Connecting The Dots….Or Not
Numerous cases presented opportunities for scientists to make the correlation that they were dealing with an infectious agent. For example, Inoculum in the form of lymphoma cells were transferred from sick to healthy rhesus monkeys. Within three weeks the healthy monkeys would develop lymphoma. PML had already been associated with immune deficiency, caused by treatment with immunosuppressive agents, and possibly by viral infections. The fact that some monkeys infected with Simian Virus 40 (SV-40) also developed PML, but others did not, should have suggested that SV-40 was not the cause of PML, and that immunosuppression was prerequisite for PML. Mason-Pfizer virus was even found in macaques with severe immunosuppresion, but this virus is unrelated to SIV and HIV.
Other missed clues include; vertical transmission of disease from mother to offspring, that disease spread from cross-transfusion of blood, and that prior infection with herpes virus hominis was common; all of which are shared characteristics of human HIV/AIDS. The conditions were even associated with c-type retroviruses. The follow-up studies necessary to prove a correlation between an infectious agent that caused immunosuppression, and subsequent opportunistic disease were never done, and Simian AIDS went undiscovered.

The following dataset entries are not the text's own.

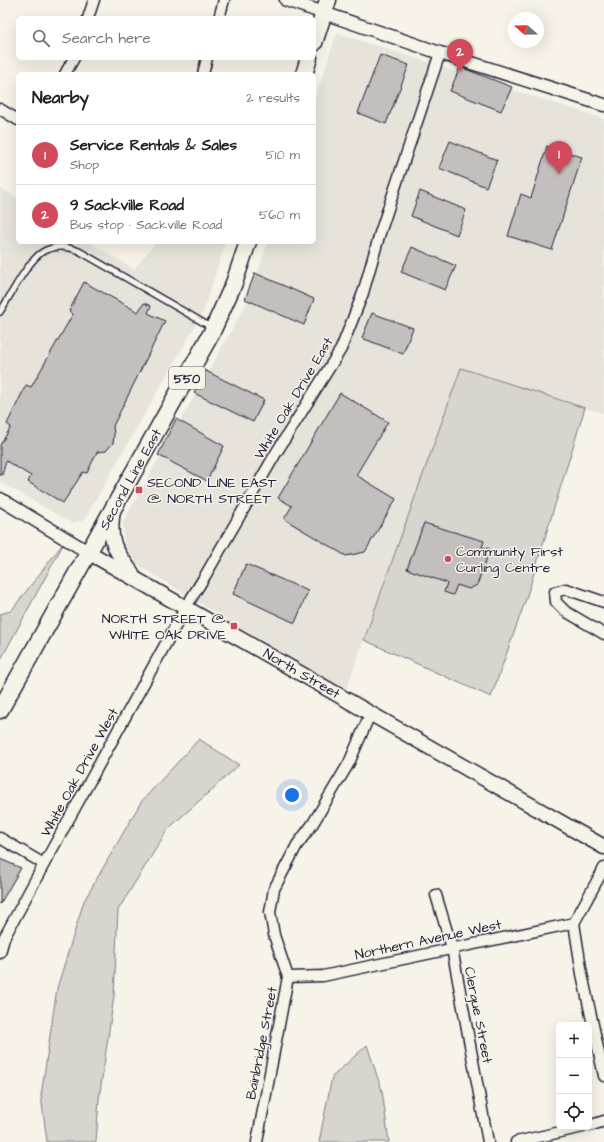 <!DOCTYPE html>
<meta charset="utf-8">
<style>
:root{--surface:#fff;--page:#f6f6f6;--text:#222;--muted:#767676;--line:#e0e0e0;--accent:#d1495b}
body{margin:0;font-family:"Architects Daughter",sans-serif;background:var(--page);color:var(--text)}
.controls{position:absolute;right:12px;bottom:12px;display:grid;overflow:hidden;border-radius:6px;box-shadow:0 4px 16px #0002}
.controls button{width:36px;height:36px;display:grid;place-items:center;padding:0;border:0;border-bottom:1px solid var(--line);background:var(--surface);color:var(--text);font:20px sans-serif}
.compass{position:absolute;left:508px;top:12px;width:36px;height:36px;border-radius:50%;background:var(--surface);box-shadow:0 4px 16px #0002;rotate:290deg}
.you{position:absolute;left:292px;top:795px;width:14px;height:14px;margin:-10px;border:3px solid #fff;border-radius:50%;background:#1a73e8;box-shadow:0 0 0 6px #1a73e833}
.badge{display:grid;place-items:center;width:26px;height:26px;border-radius:50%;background:var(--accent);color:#fff;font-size:13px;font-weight:700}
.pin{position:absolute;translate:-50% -33px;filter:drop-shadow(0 1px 2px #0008)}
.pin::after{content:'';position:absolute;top:21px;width:14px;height:12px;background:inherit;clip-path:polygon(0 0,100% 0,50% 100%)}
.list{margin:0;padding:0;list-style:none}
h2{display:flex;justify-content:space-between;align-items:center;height:52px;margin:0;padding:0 16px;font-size:17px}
h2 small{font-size:13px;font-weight:400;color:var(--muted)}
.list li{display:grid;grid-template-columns:26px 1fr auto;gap:12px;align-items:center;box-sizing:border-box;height:60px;padding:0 16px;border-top:1px solid var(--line)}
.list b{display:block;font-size:15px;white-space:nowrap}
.list p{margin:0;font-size:13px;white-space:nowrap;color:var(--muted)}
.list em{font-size:13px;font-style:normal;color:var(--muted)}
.icon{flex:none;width:22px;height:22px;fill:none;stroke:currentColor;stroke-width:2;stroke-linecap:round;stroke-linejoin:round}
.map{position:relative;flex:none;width:604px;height:1142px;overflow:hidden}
.search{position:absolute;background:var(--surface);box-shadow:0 4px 16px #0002;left:16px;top:16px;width:300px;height:44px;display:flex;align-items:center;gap:10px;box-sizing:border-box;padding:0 14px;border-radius:6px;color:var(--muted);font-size:15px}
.panel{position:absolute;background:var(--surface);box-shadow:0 4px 16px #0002;left:16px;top:72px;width:300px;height:172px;border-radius:6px}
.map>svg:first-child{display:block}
.built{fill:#e7e3db}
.green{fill:#d8d5cf;stroke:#7d7c85}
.building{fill:#c2bfbd;stroke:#22223b}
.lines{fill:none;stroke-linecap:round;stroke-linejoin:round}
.service-casing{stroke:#22223b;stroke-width:8}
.minor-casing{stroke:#22223b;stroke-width:13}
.tertiary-casing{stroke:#22223b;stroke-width:15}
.secondary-casing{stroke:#22223b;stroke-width:17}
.trunk-casing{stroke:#22223b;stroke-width:19}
.service{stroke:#f7f3e8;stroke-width:5}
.minor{stroke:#f7f3e8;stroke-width:10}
.tertiary{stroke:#f7f3e8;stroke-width:12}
.secondary{stroke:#f7f3e8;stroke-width:14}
.trunk{stroke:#f7f3e8;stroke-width:16}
.poi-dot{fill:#d1495b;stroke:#f7f3e8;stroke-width:1.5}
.labels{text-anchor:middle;stroke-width:3;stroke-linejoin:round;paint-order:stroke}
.shield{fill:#f7f3e8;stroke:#62616f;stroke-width:1}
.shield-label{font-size:13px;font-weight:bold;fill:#22223b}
.street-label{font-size:14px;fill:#22223b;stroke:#f7f3e8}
.poi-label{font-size:14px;fill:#22223b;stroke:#f7f3e8;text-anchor:start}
</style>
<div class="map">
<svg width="604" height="1142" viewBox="0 0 604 1142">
<rect width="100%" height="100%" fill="#f7f3e8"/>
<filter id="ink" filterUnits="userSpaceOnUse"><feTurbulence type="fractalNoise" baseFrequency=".025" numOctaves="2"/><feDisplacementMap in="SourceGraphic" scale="8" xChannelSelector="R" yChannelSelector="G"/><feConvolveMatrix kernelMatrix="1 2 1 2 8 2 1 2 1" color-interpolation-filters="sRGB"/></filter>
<g filter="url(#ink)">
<g class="built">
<polygon points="337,33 604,119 604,414 461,368 345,693 125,557 123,522 247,303 268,242 314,242 314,101"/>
<polygon points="0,188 18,199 18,242 89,242 134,269 156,242 223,242 225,244 203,312 84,520 72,523 0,482"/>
</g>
<g class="green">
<polygon points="461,368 585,408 525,602 491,697 364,640"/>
<polygon points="65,541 0,661 0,614 11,611"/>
<polygon points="199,739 239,765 168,829 118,910 114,996 99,1099 96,1142 47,1142 41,1096 57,988 84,901 141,802"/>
<polygon points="367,1045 382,1091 389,1142 319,1142 332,1077"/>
</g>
<g class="building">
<polygon points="380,55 409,65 386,124 358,113"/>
<polygon points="460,67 512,87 501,111 450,91"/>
<polygon points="450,141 497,160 486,187 439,168"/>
<polygon points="547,146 582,157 552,250 508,236 521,194 531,198"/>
<polygon points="420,191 466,210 457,235 411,216"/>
<polygon points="412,247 456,266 445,290 401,272"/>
<polygon points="255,273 314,299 304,325 245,299"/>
<polygon points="84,282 138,312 144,303 151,306 148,313 165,321 113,426 114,435 113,443 106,451 97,452 87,473 83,472 63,503 28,482 31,476 6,461 2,475 0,475 0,445 11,427 7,424 26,385 31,387 73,314 69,311"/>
<polygon points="372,313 413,328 403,354 362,338"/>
<polygon points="204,370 264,400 253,422 194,393"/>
<polygon points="340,393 388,422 356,475 396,499 365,552 346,556 284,519 292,506 278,498"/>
<polygon points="176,419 224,446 207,481 158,455"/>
<polygon points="424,523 484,541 482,547 490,549 477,585 469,589 457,585 453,595 444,592 447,583 407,569"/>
<polygon points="246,564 308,591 295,623 233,594"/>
<polygon points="0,859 21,868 0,904"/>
</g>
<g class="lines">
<defs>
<path id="service" d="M0,312C10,297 29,257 46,250C57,245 69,247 79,251L211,327"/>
<g id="minor">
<polyline points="88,18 94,0"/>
<polyline points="219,18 224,0"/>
<polyline points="65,74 74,58"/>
<polyline points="203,74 207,58"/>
<polyline points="0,109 18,120"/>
<polyline points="604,602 566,589 555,592 556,602 565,611 604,634"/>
<polyline points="0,838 44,864"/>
<polyline points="436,895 452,948 488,1142"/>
<polyline points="574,923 582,974 604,1076"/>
<polyline points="574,923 604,868"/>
<polyline points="0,953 4,938 44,864 186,607 205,576 276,453 341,349 363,293 380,233 440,53"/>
<polyline points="288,977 323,976 574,923"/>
<polyline points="589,1126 604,1121"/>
<polyline points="257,1142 288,977 274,935 270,912 274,889 297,845 312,825 349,763 371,712"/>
<polyline points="516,1142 583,1127"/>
</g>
<g id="tertiary">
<polyline points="286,0 440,53 604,105"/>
<polyline points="0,499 88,552"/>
</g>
<g id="secondary">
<path d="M113,510C108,541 114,549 132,573"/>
<polyline points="88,552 604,847"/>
</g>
<g id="trunk">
<polyline points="314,43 328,0"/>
<polyline points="304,74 309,58"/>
<polyline points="0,710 211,334 234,283 248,242"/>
</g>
</defs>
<use href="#service" class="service-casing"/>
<use href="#minor" class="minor-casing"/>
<use href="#tertiary" class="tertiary-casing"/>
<use href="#secondary" class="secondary-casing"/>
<use href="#trunk" class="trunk-casing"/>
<use href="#service" class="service"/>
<use href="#minor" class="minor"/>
<use href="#tertiary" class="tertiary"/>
<use href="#secondary" class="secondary"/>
<use href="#trunk" class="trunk"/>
</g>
</g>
<g class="poi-dot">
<rect x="135" y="486" width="8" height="8" rx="2"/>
<circle cx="448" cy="559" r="4"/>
<rect x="230" y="622" width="8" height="8" rx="2"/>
</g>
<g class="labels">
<rect class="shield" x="169" y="367" width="36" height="22" rx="3"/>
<g class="shield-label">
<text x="187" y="383">550</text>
</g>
<g class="street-label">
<text transform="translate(293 398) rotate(-59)" y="5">White Oak Drive East</text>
<text transform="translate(130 479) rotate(-61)" y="5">Second Line East</text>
<text transform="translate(302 673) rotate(30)" y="5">North Street</text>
<text transform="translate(79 772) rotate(-61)" y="5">White Oak Drive West</text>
<text transform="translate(428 939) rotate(-12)" y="5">Northern Avenue West</text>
<text transform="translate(479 1015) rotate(79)" y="5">Clergue Street</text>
<text transform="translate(261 1043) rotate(-79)" y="5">Bainbridge Street</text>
</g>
<g class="poi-label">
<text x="147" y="487">SECOND LINE EAST<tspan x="147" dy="16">@ NORTH STREET</tspan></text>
<text x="456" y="556">Community First<tspan x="456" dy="16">Curling Centre</tspan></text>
<text x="226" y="623" text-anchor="end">NORTH STREET @<tspan x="226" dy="16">WHITE OAK DRIVE</tspan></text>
</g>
</g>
</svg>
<div class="controls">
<button>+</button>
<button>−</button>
<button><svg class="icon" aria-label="locate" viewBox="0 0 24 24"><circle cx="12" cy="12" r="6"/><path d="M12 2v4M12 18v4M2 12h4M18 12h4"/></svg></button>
</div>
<svg class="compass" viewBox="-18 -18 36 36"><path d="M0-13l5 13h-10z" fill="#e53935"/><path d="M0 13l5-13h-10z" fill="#767676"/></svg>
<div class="you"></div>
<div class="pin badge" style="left:559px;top:174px">1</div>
<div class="pin badge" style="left:460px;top:72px">2</div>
<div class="search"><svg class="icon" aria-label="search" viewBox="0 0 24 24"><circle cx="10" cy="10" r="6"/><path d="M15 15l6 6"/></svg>Search here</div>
<section class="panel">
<h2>Nearby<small>2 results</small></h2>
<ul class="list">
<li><span class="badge">1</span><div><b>Service Rentals &amp; Sales</b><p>Shop</p></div><em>510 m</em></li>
<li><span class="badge">2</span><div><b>9 Sackville Road</b><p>Bus stop · Sackville Road</p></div><em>560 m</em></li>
</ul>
</section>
</div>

Even given all these instances, It is arguable whether the recognition of simian AIDS would have hastened the discovery of HIV/AIDS in humans. RNA tumor viruses were known in animals for decades. However, during the mid twenties century, at the time of the outbreaks in monkeys, there was little interest in infectious disease research. Additionally, it was believed that no cancer-causing human retroviruses existed. AIDS in monkeys primarily presented with lymphoma and leukemia, however, the same is not true of AIDS in humans, where lymphoma is not a common opportunistic disease. In humans the primary conditions indicative of AIDS are lymphadenopathy and Pneumocystis Carinii pneumonia; an opportunistic infection caused by fungi. However, a major complication of human AIDS is Kaposi’s Sarcoma; a rare cancer not associated with lymphoma. A few years after AIDS was recognized in humans, the virus known as HIV was identified as its cause.
Hindsight, What We’ve Learned As Scientists
In summary, antiquated sociopolitical beliefs concerning science coupled with a lack of cooperation between laboratories, hindered valuable and necessary research that could have predicted HIV/AIDS. Clusters of outbreaks of “rare” and “unusual conditions” in monkeys, were a warning sign of what was arising in humans. This missed opportunity of discovery, led undoubtedly to the stigmatization of people diagnosed with AIDS and their untimely deaths; as it was not believed that the disease was caused by a virus. This “public health tragedy” should serve as a cautionary tale for researchers. The lesson to be learned is that knowledge should be managed in an efficient and responsible way, that offers interdisciplinary collaboration and exchange of data. Surveillance (literature review), communication, creative thinking, and continued vigilance are essential for scientific advancement, and should not be outweighed by popular opinion and dogma.
Theodore M. Hammett and Roderick T Bronson, 2016. Unrecognized “AIDS” in Monkeys, 1969-1980: Explanations and Implications. American Journal of Public Health 106.6 pg 1015-1022.